Monsieur Paris, nous sommes dans une situation tellement exceptionnelle que si un dispositif de ce genre voyait le jour avec des incidences potentiellement aussi exceptionnelles sur les libertés publiques, il devrait être assorti d'un contrôle tout aussi exceptionnel pour s'assurer très concrètement de la destruction, dans un délai très rapide, des données collectées.
A-t-on besoin de créer une nouvelle AAI qui s'occuperait exclusivement des algorithmes ? La CNIL a une expertise très poussée sur cette question, qui naturellement n'est pas exclusive. La loi de 2016 pour une République numérique a confié à la CNIL la mission d'animer le débat éthique et les débats de société sur le numérique. Le premier travail de la CNIL qui s'est échelonné sur une année entière, a abouti à la rédaction d'un rapport sur les algorithmes. Si l'on est passé du dispositif APB à Parcoursup, c'est précisément parce que la CNIL avait mis en demeure le Gouvernement de modifier l'explicitation et le fonctionnement du système de sélection qui était basé sur des algorithmes.
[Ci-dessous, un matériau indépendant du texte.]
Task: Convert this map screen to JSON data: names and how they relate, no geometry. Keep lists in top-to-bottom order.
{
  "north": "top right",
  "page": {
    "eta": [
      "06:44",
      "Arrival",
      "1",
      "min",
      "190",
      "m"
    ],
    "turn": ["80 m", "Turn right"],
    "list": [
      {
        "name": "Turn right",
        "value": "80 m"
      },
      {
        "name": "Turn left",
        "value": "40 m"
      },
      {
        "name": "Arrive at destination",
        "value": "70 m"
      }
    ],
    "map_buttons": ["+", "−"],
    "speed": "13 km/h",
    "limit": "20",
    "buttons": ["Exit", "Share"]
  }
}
Nous avons une expertise sur cette question et nous nous articulons avec d'autres autorités ou institutions pour la parfaire.
Monsieur Saulignac, je n'ai pas entendu parler, dans la bouche des responsables publics, de coupler la liberté du consentement et l'autorisation de sortie. Si tel était le cas, il faudrait analyser de très près la réalité d'un consentement : pour que le consentement soit réellement libre, il ne faut pas que le refus du consentement donne lieu à conséquences.
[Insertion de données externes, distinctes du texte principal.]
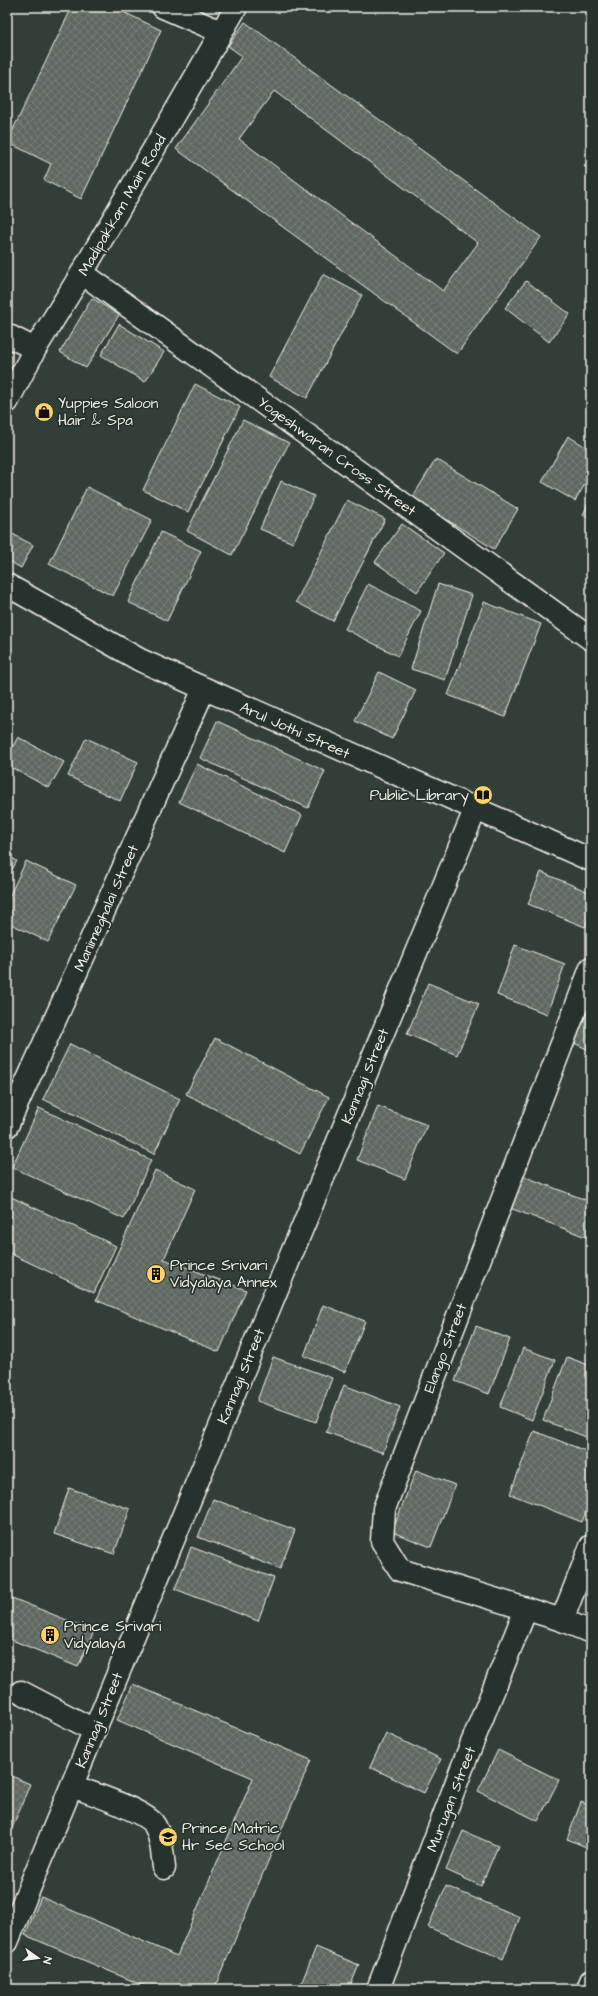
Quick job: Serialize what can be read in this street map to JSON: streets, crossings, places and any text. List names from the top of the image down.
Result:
{
  "streets": {
    "street": [
      "Madipakkam Main Road",
      "Yogeshwaran Cross Street",
      "Arul Jothi Street",
      "Manimeghalai Street",
      "Kannagi Street",
      "Elango Street",
      "Murugan Street"
    ]
  },
  "crossings": [
    ["Madipakkam Main Road", "Yogeshwaran Cross Street"],
    ["Arul Jothi Street", "Manimeghalai Street"],
    ["Arul Jothi Street", "Kannagi Street"],
    ["Elango Street", "Murugan Street"]
  ],
  "places": {
    "shop": ["Yuppies Saloon Hair & Spa"],
    "library": ["Public Library"],
    "building": ["Prince Srivari Vidyalaya Annex", "Prince Srivari Vidyalaya"],
    "school or university": ["Prince Matric Hr Sec School"]
  },
  "north": "right"
}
La masse critique d'usagers est en effet une des conditions essentielles de l'efficacité d'un tel dispositif. La CNIL n'a pas la compétence sanitaire, mais ce sujet mérite d'être débattu en lien avec la communauté scientifique : c'est la raison pour laquelle nous avons auditionné le professeur Delfraissy la semaine dernière. Nous ne manquerons pas de continuer à nous tenir au courant, en temps réel, de la réalité du contexte sanitaire, pour pouvoir apprécier la nécessité et la proportionnalité des mesures qui seraient prises.
J'en viens à la remarque de M. Marleix sur la réalité du confinement qui fausserait en quelque sorte le caractère libre du consentement. Selon que le dispositif s'appuie sur le volontariat ou une obligation, la réponse qui peut être apportée à cette question est très différente. Le téléchargement de l'application, par le fait qu'il est volontaire, ne devrait pas avoir d'incidences, dans la mesure où rien n'empêche de sortir du dispositif. Mais peut-être faut-il tenir compte de la réalité psychologique : on peut évidemment avoir envie de sortir du confinement et donc d'utiliser tous les moyens à notre disposition pour l'accélérer. C'est du reste un des arguments invoqués à l'appui de ce dispositif de suivi numérique.
Enfin, madame Dubost, une application qui utiliserait la technologie Bluetooth qui permet de détecter si un autre téléphone équipé de la même application se trouve à proximité, sans données nominatives mais avec la création d'un identifiant et un chiffrement de l'historique de connexion, apporterait davantage de garanties qu'une application reposant sur une géolocalisation précise et continue.